**DIRECTIONS**
All lines holding the word "strokeStyle" should be located in the records and copied.

(Records drawn from a dataset)
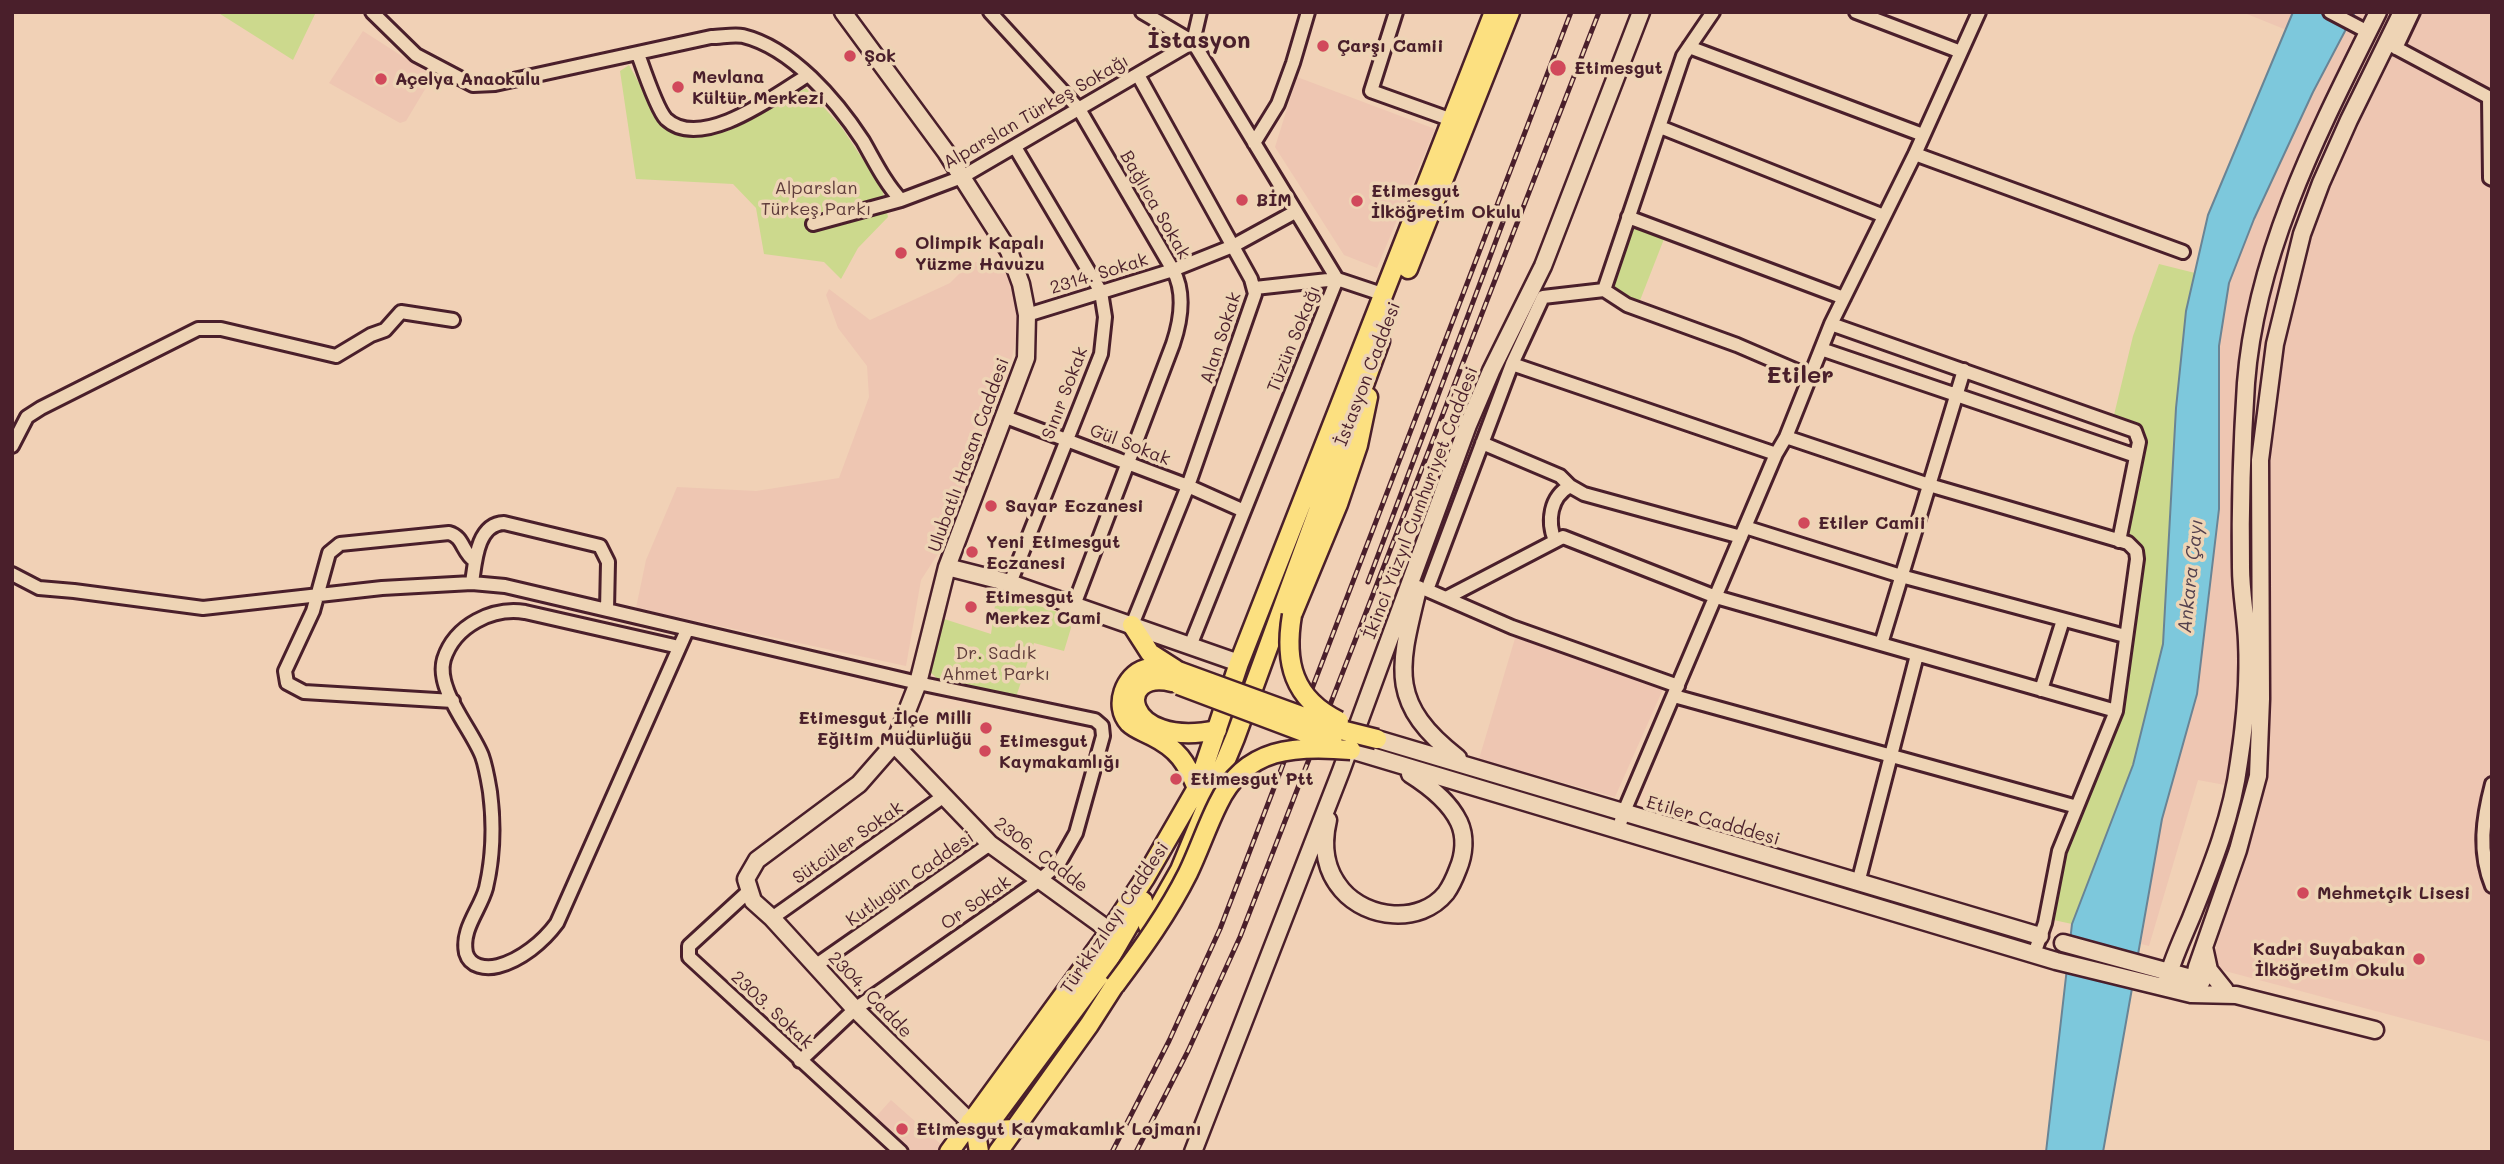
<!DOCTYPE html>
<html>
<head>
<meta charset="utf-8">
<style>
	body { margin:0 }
	#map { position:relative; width:2504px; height:1164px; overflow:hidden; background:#f1d1b6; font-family:Mali,sans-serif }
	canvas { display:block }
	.frame { position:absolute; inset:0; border:14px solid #4a1f2b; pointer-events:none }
</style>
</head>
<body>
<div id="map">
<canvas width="2504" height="1164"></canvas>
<div class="frame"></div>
</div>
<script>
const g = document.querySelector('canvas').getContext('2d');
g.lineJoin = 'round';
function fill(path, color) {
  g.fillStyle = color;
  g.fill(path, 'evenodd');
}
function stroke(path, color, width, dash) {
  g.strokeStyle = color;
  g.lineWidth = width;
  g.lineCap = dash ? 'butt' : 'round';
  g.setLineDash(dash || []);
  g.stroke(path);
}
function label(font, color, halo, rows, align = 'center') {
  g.font = font + ' Mali,sans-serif';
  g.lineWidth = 7;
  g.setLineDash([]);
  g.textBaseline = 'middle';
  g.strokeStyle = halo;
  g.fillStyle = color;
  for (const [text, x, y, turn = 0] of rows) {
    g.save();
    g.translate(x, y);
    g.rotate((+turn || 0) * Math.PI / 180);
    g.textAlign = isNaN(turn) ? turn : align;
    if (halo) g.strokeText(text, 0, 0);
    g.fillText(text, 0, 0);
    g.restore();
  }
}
const built = new Path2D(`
	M2242 12H2492V1042L2210 967 2263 792 2198 780 2149 946 2141 944 2162 819 2197 694 2219 509V346L2229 283 2254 219 2313 92 2336 50Z
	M363 31 433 76 406 121 400 123 329 83Z
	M1297 77 1435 129 1377 268 1344 255 1275 147Z
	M971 262H1001L1010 277 1019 325 1009 371 945 543 921 580 906 666 636 608 646 560 677 487 756 491 839 478 869 397 867 366 838 328 826 295 829 289 870 320 950 283Z
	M1516 635 1664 687 1615 797 1479 759Z
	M891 1100 944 1147 939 1152H906L872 1121Z`);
const green = new Path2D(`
	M217 12H316L293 60Z
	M629 65 659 119 686 137 728 131 806 88 840 125 882 188 888 217 858 248 841 279 824 262 764 254 756 208 733 184 636 179 620 71Z
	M1632 226 1664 239 1639 303 1618 294 1613 284Z
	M2159 264 2195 273 2186 311 2176 408 2163 644 2133 765 2072 924 2049 919 2040 911 2053 869 2072 838 2122 709 2134 632 2137 554 2124 535 2146 444 2139 426 2114 415 2133 336Z
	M997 591 1074 618 1064 651 1034 643 1016 697 940 681 930 672 941 618 991 634Z`);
const water = new Path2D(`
	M2293 12H2355L2313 92 2254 219 2229 283 2219 346V509L2197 694 2162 819 2103 1152H2046L2072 924 2133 765 2163 644 2176 408 2186 311 2208 215Z`);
const street = new Path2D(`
	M372 12 416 55 473 85 495 84 711 37C721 37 734 34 743 36 792 48 836 100 863 141 875 162 885 183 901 200
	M990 12 1079 109 1173 270C1185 292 1181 320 1173 344L1074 605
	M1142 12 1193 42 1337 279 1190 646
	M1396 12 1371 91 1452 120
	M1856 12 1961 52
	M2330 12 2368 32
	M2387 43 2492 99
	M1689 47 1923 135
	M2396 48 2413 12
	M638 54C643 68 657 110 666 119 701 152 776 95 808 75
	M2489 98 2490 178 2492 179
	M1660 127 1884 216
	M1254 143 1278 104 1293 63 1308 12
	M1915 154 2183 252
	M1628 217 1844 298
	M813 224 901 200 962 177 1193 42 1200 12
	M1255 288 1337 279 1385 295
	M1604 290 1627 305 1737 345 1809 376
	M1027 315 1173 270 1233 246 1295 212
	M1831 324 2135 431 2139 442 2119 541
	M1821 349 2136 456
	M1512 364 1776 454
	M1003 416 1188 486 1244 511
	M1786 437 1929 485 2128 543 2136 551 2137 559 2116 711 2059 851 2045 923 2034 954
	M1482 443 1560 476 1570 486 1584 494 1741 537
	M12 446 27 417 41 408 198 329H221L336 356 371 335 385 330 401 312 453 320
	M1745 527 1901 576 2125 636
	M1555 541C1547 521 1550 497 1570 486
	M12 574 39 588 74 591 203 608 382 588 472 583 505 586 918 683 1095 720 1102 726 1103 736 1076 833 1059 863 1041 879 855 1009 800 1061
	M472 583C475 562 477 524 504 523L600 546 608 562 607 610
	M1010 583 1101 354 1105 317 1101 292 1015 147
	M1446 598 1563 537 1716 597 2116 711
	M1132 625 1188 486 1255 294 1251 279 1138 75
	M1881 644 1964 370
	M679 647 525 612C493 607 455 625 444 659 435 689 471 728 482 756 486 767 488 780 490 792 494 823 493 858 486 888 480 910 461 929 466 953 470 967 486 969 498 966 521 960 543 942 557 923L687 630
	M1678 686 1512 627 1427 590 1512 364 1543 297 1604 290 1683 56 1713 12
	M2041 690 2063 620
	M1674 696 2077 807
	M453 701 304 692 287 683 285 671 313 611 329 553 340 544 449 533C464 537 462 553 475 561
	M2492 784C2483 818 2478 852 2492 886
	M1618 831 1623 814 1776 454 1786 437 1831 324 1915 154 1979 12
	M1858 883 1917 655
	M750 890 689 946V957L901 1152
	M772 918 944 796
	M815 966 990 844`);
const secondary = new Path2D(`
	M843 12 946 152 1009 251 1021 284 1027 315 1026 358 947 567 918 683 894 744 859 784 757 860 746 879 753 901 772 918 855 1009 970 1122
	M947 567 1010 583 1239 663
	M1418 589C1399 667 1387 703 1458 758
	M1377 739 2040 936
	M894 744 990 844 1110 931
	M1351 750 2056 961 2191 994 2236 995 2375 1030
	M1328 820C1322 845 1324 869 1342 890 1367 919 1420 925 1446 893 1451 886 1455 877 1458 869 1464 855 1466 837 1459 822 1449 801 1429 786 1410 774
	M2063 943 2202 981
	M2204 947 2209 970 2225 990
	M2165 987C2171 962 2181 942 2191 918 2211 868 2232 817 2239 762 2245 723 2249 681 2247 641 2246 617 2241 592 2241 568 2240 507 2242 444 2246 383 2256 251 2320 129 2378 12
	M2191 994 2197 967 2238 850 2258 776 2261 699 2260 460 2275 344 2302 234 2321 183 2349 120 2402 12
	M1193 1152 1341 771 1468 425 1491 371 1543 266 1641 12`);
const primary = new Path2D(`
	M1408 269 1510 12
	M1292 615 1338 504 1358 445 1368 397
	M1132 625 1150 653 1175 669
	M1178 671C1167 670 1155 666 1145 669 1125 675 1113 706 1129 723 1135 729 1145 732 1152 736 1178 749 1186 762 1197 788L1196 791
	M1172 682C1114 668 1121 750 1217 730
	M1148 926 1180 870 1235 738 1380 341
	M982 1108C983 1129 999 1132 1017 1128
	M996 1115 1100 975 1143 901
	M970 1122 976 1133 979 1152
	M949 1152 1110 931 1145 878 1197 788 1239 663 1494 12
	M998 1152 1089 1025 1123 972`);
const rail = new Path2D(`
	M1368 582 1503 222
	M1112 1152 1169 1041 1220 929 1571 12
	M1136 1152 1188 1051 1240 937 1599 12`);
const primaryBridge = new Path2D(`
	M1292 615C1284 662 1293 699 1339 721
	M1178 671 1337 729 1377 739
	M1179 685 1333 743
	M1115 985C1142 949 1168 913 1188 873 1199 850 1207 826 1218 804 1245 747 1296 745 1351 750`);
const markers = [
	[1323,46,7,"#d1495b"],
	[850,56,7,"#d1495b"],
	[1558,68,9,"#d1495b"],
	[381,79,7,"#d1495b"],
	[678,87,7,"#d1495b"],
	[1242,200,7,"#d1495b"],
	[1357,201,7,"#d1495b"],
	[901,253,7,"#d1495b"],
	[991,506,7,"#d1495b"],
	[1804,523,7,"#d1495b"],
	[972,552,7,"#d1495b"],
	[971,607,7,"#d1495b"],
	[986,728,7,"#d1495b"],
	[985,751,7,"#d1495b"],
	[1176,779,7,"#d1495b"],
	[2303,893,7,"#d1495b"],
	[2419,959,7,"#d1495b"],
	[902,1129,7,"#d1495b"]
];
const poiNames = [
	["Çarşı Camii",1337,46],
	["Şok",864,56],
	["Etimesgut",1574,68],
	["Mevlana",692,77],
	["Kültür Merkezi",692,98],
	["Açelya Anaokulu",395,79],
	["Etimesgut",1371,191],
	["İlköğretim Okulu",1371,212],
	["BİM",1256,200],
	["Olimpik Kapalı",915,243],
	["Yüzme Havuzu",915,264],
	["Sayar Eczanesi",1005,506],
	["Etiler Camii",1818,523],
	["Yeni Etimesgut",986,542],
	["Eczanesi",986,563],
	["Etimesgut",985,597],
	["Merkez Cami",985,618],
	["Etimesgut İlçe Milli",972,718,"right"],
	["Eğitim Müdürlüğü",972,739,"right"],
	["Etimesgut",999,741],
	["Kaymakamlığı",999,762],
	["Etimesgut Ptt",1190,779],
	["Mehmetçik Lisesi",2317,893],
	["Kadri Suyabakan",2405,949,"right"],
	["İlköğretim Okulu",2405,970,"right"],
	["Etimesgut Kaymakamlık Lojmanı",916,1129]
];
const streetNames = [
	["Alparslan Türkeş Sokağı",1036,112,-30],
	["Bağlıca Sokak",1155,205,60],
	["2314. Sokak",1099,274,-17],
	["Alan Sokak",1221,338,-72],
	["Tüzün Sokağı",1294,339,-68],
	["İstasyon Caddesi",1368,374,-69],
	["Sınır Sokak",1065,393,-69],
	["Gül Sokak",1130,445,21],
	["Ulubatlı Hasan Caddesi",969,455,-70],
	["İkinci Yüzyıl Cumhuriyet Caddesi",1421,503,-69],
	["Etiler Cadddesi",1713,821,16],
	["Sütcüler Sokak",848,843,-35],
	["2306. Cadde",1041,855,37],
	["Kutlugün Caddesi",910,879,-35],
	["Or Sokak",976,903,-35],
	["Türkkızılayı Caddesi",1115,918,-56],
	["2304. Cadde",870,995,46],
	["2303. Sokak",772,1010,43]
];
const parkNames = [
	["Alparslan",816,188],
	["Türkeş Parkı",816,209],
	["Dr. Sadık",996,653],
	["Ahmet Parkı",996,674]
];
const waterNames = [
	["Ankara Çayı",2191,576,-84]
];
const districtNames = [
	["İstasyon",1199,41],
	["Etiler",1800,376]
];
fill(built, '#eec6b2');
fill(green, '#ccd98d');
fill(water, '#7dc8dc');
stroke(water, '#698495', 2);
stroke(street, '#4a1f2b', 18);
stroke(secondary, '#4a1f2b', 21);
stroke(primary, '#4a1f2b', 23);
stroke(street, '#eed4b5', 12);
stroke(secondary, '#eed4b5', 16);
stroke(primary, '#fce080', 18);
stroke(rail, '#4a1f2b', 5);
stroke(rail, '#eed4b5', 2.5, [8]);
stroke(primaryBridge, '#4a1f2b', 23, []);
stroke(primaryBridge, '#fce080', 18);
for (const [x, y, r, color] of markers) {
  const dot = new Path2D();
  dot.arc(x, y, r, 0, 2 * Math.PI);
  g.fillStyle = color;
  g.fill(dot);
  stroke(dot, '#eed4b5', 2.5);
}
label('bold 18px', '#4a1f2b', '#eed4b5', poiNames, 'left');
label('18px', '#4a1f2b', '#eed4b5', streetNames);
label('18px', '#5e3b3a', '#eed4b5', parkNames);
label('italic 19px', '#54414e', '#eed4b5', waterNames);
label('bold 24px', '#4a1f2b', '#eed4b5', districtNames);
</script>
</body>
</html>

**SOLUTION TO THIS PROBLEM**
  g.strokeStyle = color;
  g.strokeStyle = halo;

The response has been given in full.